Cody: Maybe. But the latency problem doesn't go away if you're remote. And for fifty-plus tool calls, even small network overhead adds up fast.
Justy: True. Okay, the models they mention — Qwen three point six twenty-seven B, Gemma four thirty-one B. Those are the ones that made local viable?
Cody: Those are the recent open-weight releases they call out. The claim is that open models are getting genuinely useful for structured, tool-driven workloads. Which, if true, changes the economics pretty dramatically.
Justy: That's the part that excites me, honestly.
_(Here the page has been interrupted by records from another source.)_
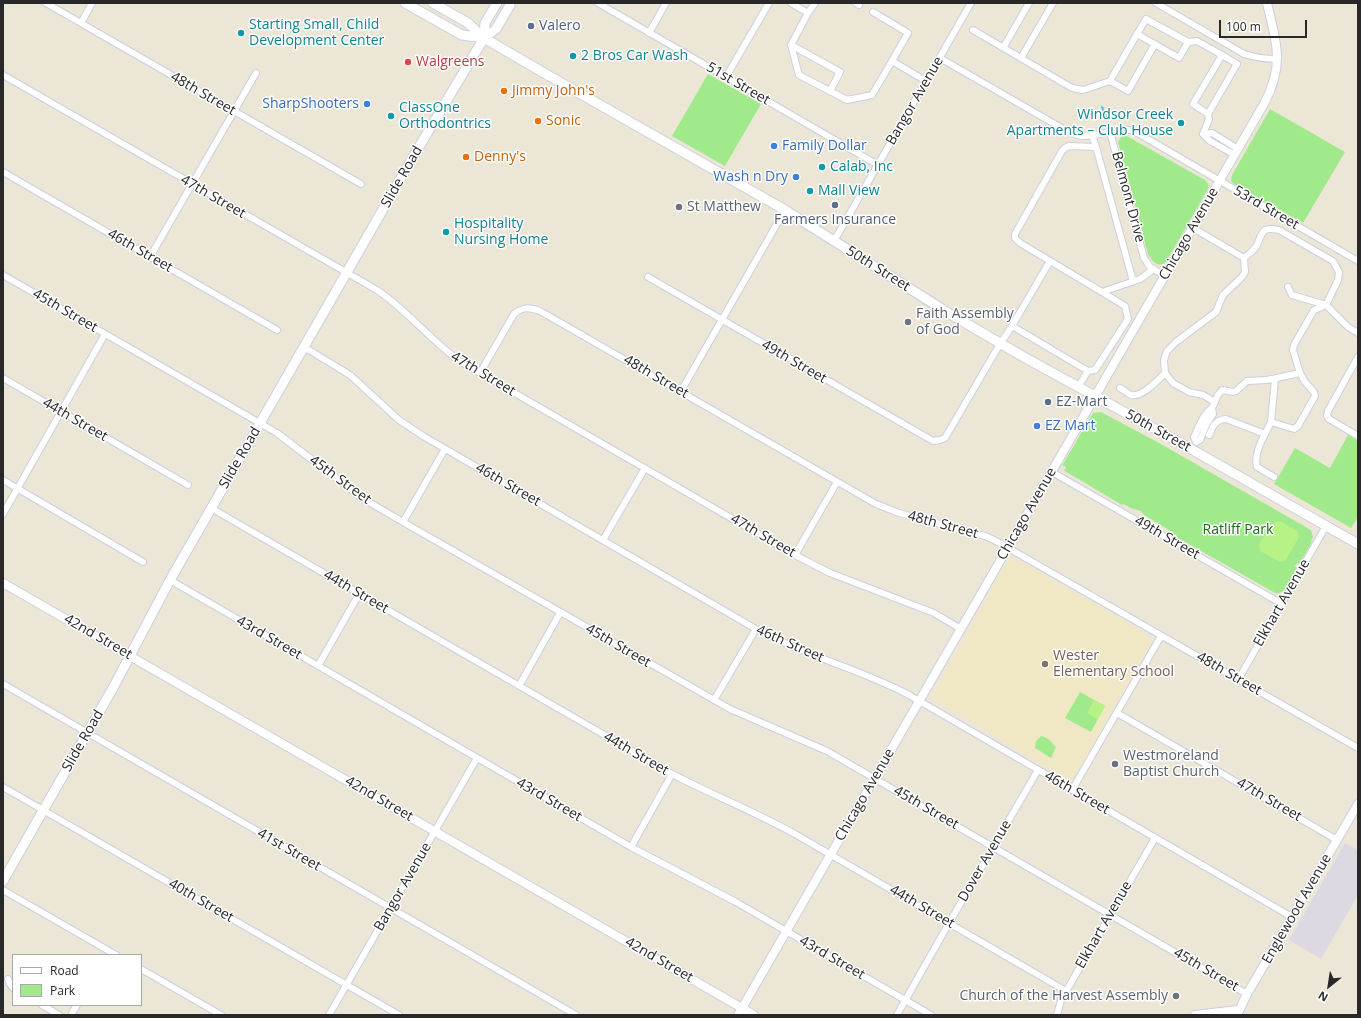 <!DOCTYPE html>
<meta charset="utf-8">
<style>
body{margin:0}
#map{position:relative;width:1361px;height:1018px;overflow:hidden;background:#ece6d7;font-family:"Open Sans",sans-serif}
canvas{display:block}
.frame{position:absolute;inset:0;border:4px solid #282828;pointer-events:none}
.legend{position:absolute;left:12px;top:954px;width:130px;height:52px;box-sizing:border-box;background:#fff;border:1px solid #a9a9a9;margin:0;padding:5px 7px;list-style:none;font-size:12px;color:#282828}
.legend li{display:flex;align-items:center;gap:8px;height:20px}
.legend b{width:20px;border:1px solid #a9a9a9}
.north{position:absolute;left:1309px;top:966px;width:40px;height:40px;-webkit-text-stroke:3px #fff;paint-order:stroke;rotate:210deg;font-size:11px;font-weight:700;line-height:16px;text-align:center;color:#282828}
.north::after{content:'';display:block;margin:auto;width:14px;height:18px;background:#282828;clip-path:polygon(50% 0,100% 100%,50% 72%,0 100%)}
.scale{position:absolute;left:1219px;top:20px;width:88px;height:18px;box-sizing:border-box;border:2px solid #282828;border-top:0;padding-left:5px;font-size:12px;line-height:14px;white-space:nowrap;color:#282828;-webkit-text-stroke:3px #fff;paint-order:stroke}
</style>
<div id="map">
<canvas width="1361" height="1018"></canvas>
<div class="frame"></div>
<ul class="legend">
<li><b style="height:5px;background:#fff"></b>Road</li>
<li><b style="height:11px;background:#a0ea8c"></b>Park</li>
</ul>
<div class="north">N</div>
<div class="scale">100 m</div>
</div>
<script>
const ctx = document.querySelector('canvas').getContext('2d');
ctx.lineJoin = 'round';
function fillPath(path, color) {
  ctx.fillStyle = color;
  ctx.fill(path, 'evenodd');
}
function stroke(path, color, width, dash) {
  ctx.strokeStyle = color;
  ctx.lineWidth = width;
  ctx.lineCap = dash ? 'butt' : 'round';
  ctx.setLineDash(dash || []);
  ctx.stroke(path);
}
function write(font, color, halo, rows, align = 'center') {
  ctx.font = font + ' "Open Sans",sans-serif';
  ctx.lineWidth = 3;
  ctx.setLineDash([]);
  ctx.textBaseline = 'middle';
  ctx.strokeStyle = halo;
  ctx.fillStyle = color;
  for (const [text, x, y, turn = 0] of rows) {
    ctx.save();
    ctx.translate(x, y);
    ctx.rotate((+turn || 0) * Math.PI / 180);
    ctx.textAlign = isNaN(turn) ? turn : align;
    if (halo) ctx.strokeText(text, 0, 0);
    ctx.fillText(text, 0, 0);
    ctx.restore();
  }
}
const industrial = new Path2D(`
 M1345,843L1358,850V895L1321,959L1289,940Z`);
const education = new Path2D(`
 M1014,558L1148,635L1150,638H1148L1149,642L1152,641L1073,779L1072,777L1066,779L933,698V694L986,601L989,595L988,594L1008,560L1010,559L1011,561H1014Z`);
const green = new Path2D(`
 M708,74L761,104L725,166L672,136Z
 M1270,109L1345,152L1303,223L1234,184L1231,181L1232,175Z
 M1125,135L1205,180L1209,185L1208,189L1166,262C1158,269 1152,261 1148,254L1118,142L1121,137Z
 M1101,412L1159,443L1311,530L1313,537L1311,541L1312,542L1299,564L1297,563L1295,566L1297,568C1293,576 1286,596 1275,593L1173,535L1174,533L1144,515C1141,510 1138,510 1133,509C1130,508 1126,505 1123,504L1122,505L1063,470L1066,469L1065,466H1062L1063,464L1093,413Z
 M1348,435L1358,441V517L1351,528L1274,484L1295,448L1330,468Z
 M1080,692L1105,706L1091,732L1065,718Z
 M1041,736C1048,737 1051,742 1056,747L1051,758L1035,748L1036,741Z`);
const pitch = new Path2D(`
 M1280,521L1298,532L1299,537L1285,561L1280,562L1260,551L1259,544L1275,522Z
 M1094,700L1105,706L1098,719L1087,713Z`);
const stream = new Path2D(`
 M1102,107L1107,119`);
const minor = new Path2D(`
 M46,3L361,184
 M598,3L878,165
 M791,3L808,13L791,45L799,75L847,100L872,95L892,61L926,81
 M856,3L859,5
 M1156,3L1244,54C1256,58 1265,59 1277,59
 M873,12L908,33L892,61
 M808,13L815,3
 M81,23L92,3
 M973,30L1072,88L1083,90L1110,81
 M649,33L666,3
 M1137,34L1110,81L1128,91L1155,44
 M1188,42L1146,19L1137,34L1179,58L1188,42L1197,41L1222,55
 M791,45L840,72L830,91
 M1003,48L1029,3
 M940,58L1065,130C1071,133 1077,136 1083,136C1100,137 1117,126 1134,131L1358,261
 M1021,58L1053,3
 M3,75L377,290C408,311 431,341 461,362L795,555L830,573L934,613L961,629
 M726,77L769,3
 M1110,132L1144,258L1150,267L1165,276
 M1203,134L1209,119L1208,114L1193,104L1222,55L1237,64L1208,114
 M1203,134L1212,133L1238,149
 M1203,134L1210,141L1235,155
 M1092,135L1096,147L1069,146L1065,148L1062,151L1015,234V238L1020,243L1102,292L1140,279L1154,269
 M1096,147L1133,281
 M3,172L277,330
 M1193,228L1244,258L1245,272L1242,277L1223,295L1216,312L1176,342L1167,351L1164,360L1165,373L1173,383L1189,392L1203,395L1215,402
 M834,241L971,3
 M150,257L256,73
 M1244,258C1249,254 1255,250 1258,243C1263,230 1263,227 1279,230L1333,261L1339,272L1338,280L1326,305L1292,295L1288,287
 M1050,261L1012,326L1088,371L1095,370L1128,319L1125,306L1102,292
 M3,275L277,433L362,498L403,522L730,709L827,751L1247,994
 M648,277L933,441L940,440L945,438L1000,344L1012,326
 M304,347L350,375L399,420L423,436L756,629C805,656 860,669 909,695L1292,917
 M1358,357L1328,411L1327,416L1329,419L1358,436
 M480,373L514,314C522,307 529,307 540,311L876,504L899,513L985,536L996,541L1358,748
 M3,378L188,485
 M1275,379L1271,422L1294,429L1298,426L1315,396L1314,392L1305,382L1300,373
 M1078,387L1088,371
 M1120,388C1124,390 1128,394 1131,395C1142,398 1158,380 1165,373
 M681,391L785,210
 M1212,408L1218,395L1222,390L1233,392L1236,391L1247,381L1267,380L1300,373L1293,350L1294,345L1314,310L1326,305L1348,327L1358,333
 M1212,408L1213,414L1206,425L1200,440L1196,442L1194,437C1199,427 1203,414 1212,408Z
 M1271,422C1265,435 1253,452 1257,467L1274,477
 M1209,435C1213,426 1215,420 1226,419L1265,434
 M1052,472L1282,604
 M3,480L143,562
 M211,508L672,774C713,795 755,812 795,834L1066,991
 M3,514L105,334
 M403,522L445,449
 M603,540L645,468
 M795,555L837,482
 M170,580L631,847L736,902L931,1015
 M318,666L359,594
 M1238,680L1326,526
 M3,684L576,1015
 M519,686L560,613
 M714,700L756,629
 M1117,713L1337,840
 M3,787L399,1015
 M1072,790L1161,636
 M631,847L672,774
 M3,890L116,955
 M141,969L221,1015
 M8,979L10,984L13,988
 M42,1005L59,1015
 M71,1015L77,1005
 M329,1015L477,758
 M897,1015L941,937L1038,770
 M1057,1015L1061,1000L1155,838`);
const tertiary = new Path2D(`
 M3,583L754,1015
 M738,1015L1265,102C1285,63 1276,42 1267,3
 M1195,1015L1238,1010
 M1237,1015L1247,994L1358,804`);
const secondary = new Path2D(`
 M405,3L462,35L484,38
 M433,3L468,23L484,38L551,77L785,210L950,314L1022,356L1177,441L1358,544
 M484,38L485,23L497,3
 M3,881L114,686L170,580L413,157L484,38L496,29L510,5L509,3`);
const markers = [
 [531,26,4,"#5c6f8a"],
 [241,33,4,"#0f9aa8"],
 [573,56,4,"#0f9aa8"],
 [408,62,4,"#e0444e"],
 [504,91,4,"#e8710a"],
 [367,104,4,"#3f7fe0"],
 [391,116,4,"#0f9aa8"],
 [538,121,4,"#e8710a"],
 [1181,123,4,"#0f9aa8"],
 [774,146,4,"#3f7fe0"],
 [466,157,4,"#e8710a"],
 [822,167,4,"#0f9aa8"],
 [796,177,4,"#3f7fe0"],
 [810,191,4,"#0f9aa8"],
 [835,205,4,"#5c6f8a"],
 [679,207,4,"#6b7280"],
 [446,232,4,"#0f9aa8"],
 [908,322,4,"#6b7280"],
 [1048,402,4,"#5c6f8a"],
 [1037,426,4,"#3f7fe0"],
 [1045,664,4,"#8d6e63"],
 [1115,764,4,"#6b7280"],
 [1176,996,4,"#6b7280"]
];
const cultureNames = [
 ["Starting Small, Child",249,25],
 ["Development Center",249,41],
 ["2 Bros Car Wash",581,56],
 ["ClassOne",399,108],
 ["Orthodontrics",399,124],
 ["Windsor Creek",1173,115,"right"],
 ["Apartments – Club House",1173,131,"right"],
 ["Calab, Inc",830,167],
 ["Mall View",818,191],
 ["Hospitality",454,224],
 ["Nursing Home",454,240]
];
const serviceNames = [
 ["Valero",539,26],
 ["Farmers Insurance",835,220,"center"],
 ["EZ-Mart",1056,402]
];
const healthNames = [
 ["Walgreens",416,62]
];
const streetNames = [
 ["51st Street",738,84,30],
 ["48th Street",203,94,30],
 ["Bangor Avenue",915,101,-60],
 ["Slide Road",402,177,-60],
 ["47th Street",213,197,30],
 ["Belmont Drive",1128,197,75],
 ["53rd Street",1266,208,30],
 ["Chicago Avenue",1189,234,-60],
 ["46th Street",140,251,30],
 ["50th Street",878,269,32],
 ["45th Street",65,311,30],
 ["49th Street",794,362,30],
 ["47th Street",483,374,31],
 ["48th Street",656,377,30],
 ["44th Street",75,420,30],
 ["50th Street",1158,431,29],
 ["Slide Road",240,458,-60],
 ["45th Street",340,480,36],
 ["46th Street",508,485,30],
 ["Chicago Avenue",1027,514,-60],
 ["48th Street",943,525,15],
 ["47th Street",763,536,30],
 ["49th Street",1167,538,30],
 ["44th Street",356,592,30],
 ["Elkhart Avenue",1282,603,-60],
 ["42nd Street",98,637,30],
 ["43rd Street",269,638,30],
 ["46th Street",790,644,24],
 ["45th Street",618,646,30],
 ["48th Street",1229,674,30],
 ["Slide Road",83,741,-60],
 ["44th Street",636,754,30],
 ["46th Street",1077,793,30],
 ["Chicago Avenue",865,795,-60],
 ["42nd Street",379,799,30],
 ["43rd Street",549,800,30],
 ["47th Street",1269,800,30],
 ["45th Street",926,808,30],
 ["41st Street",289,850,30],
 ["Dover Avenue",985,861,-60],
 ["Bangor Avenue",403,887,-60],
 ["40th Street",201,901,30],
 ["44th Street",922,907,30],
 ["Englewood Avenue",1297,909,-60],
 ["Elkhart Avenue",1104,925,-60],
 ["43rd Street",832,958,30],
 ["42nd Street",659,960,30],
 ["45th Street",1206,970,30]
];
const foodNames = [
 ["Jimmy John's",512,91],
 ["Sonic",546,121],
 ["Denny's",474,157]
];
const shopNames = [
 ["SharpShooters",359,104],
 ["Family Dollar",782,146,"left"],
 ["Wash n Dry",788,177],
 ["EZ Mart",1045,426,"left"]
];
const worshipNames = [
 ["St Matthew",687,207],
 ["Faith Assembly",916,314],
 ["of God",916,330],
 ["Westmoreland",1123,756],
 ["Baptist Church",1123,772],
 ["Church of the Harvest Assembly",1168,996,"right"]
];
const parkNames = [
 ["Ratliff Park",1238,530]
];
const educationNames = [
 ["Wester",1053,656],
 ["Elementary School",1053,672]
];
fillPath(industrial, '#ddd9e3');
fillPath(education, '#f0e8c4');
fillPath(green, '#a0ea8c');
fillPath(pitch, '#b7f287');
stroke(stream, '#5dbdfb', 2);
stroke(minor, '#cccee3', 8);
stroke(tertiary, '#cccee3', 10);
stroke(secondary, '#cccee3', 11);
stroke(minor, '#fff', 6);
stroke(tertiary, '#fff', 8);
stroke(secondary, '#fff', 9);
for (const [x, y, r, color] of markers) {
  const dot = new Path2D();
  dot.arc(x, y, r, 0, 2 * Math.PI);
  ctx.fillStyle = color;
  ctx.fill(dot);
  stroke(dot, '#fff', 1.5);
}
write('14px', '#0d838f', '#fff', cultureNames, 'left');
write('14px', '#4e5e75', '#fff', serviceNames, 'left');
write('14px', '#be3a42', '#fff', healthNames, 'left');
write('14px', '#282828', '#fff', streetNames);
write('14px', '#c56008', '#fff', foodNames, 'left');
write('14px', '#366cbe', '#fff', shopNames, 'right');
write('14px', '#5b616d', '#fff', worshipNames, 'left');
write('14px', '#186b11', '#fff', parkNames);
write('14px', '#785e54', '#fff', educationNames, 'left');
</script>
Not the vLLM tuning — sorry, I know you love it — but the idea that the open models crossed some threshold where the infrastructure pain is worth it.
Cody: The infrastructure pain is real though. This is not a 'pip install and you're shipping' situation. The author had to dig into inference server configs, GPU memory management, attention backend selection...
Justy: Yeah, I'm not rushing out to build this. But I'm glad someone wrote it down. Four hundred and thirty-eight episodes, Cody. We finally found the person who actually measured the thing.
Justy: Anyway. If you're building agents for real work — not demos, actual work — this is worth reading. The benchmarks alone. That's my take.
Cody: Agreed. And if nothing else, it's a good reminder that 'local LLM' stops being a weekend project the moment you need it to survive a long session without catching fire.
Justy: Beautiful. Another happy Wednesday in the books.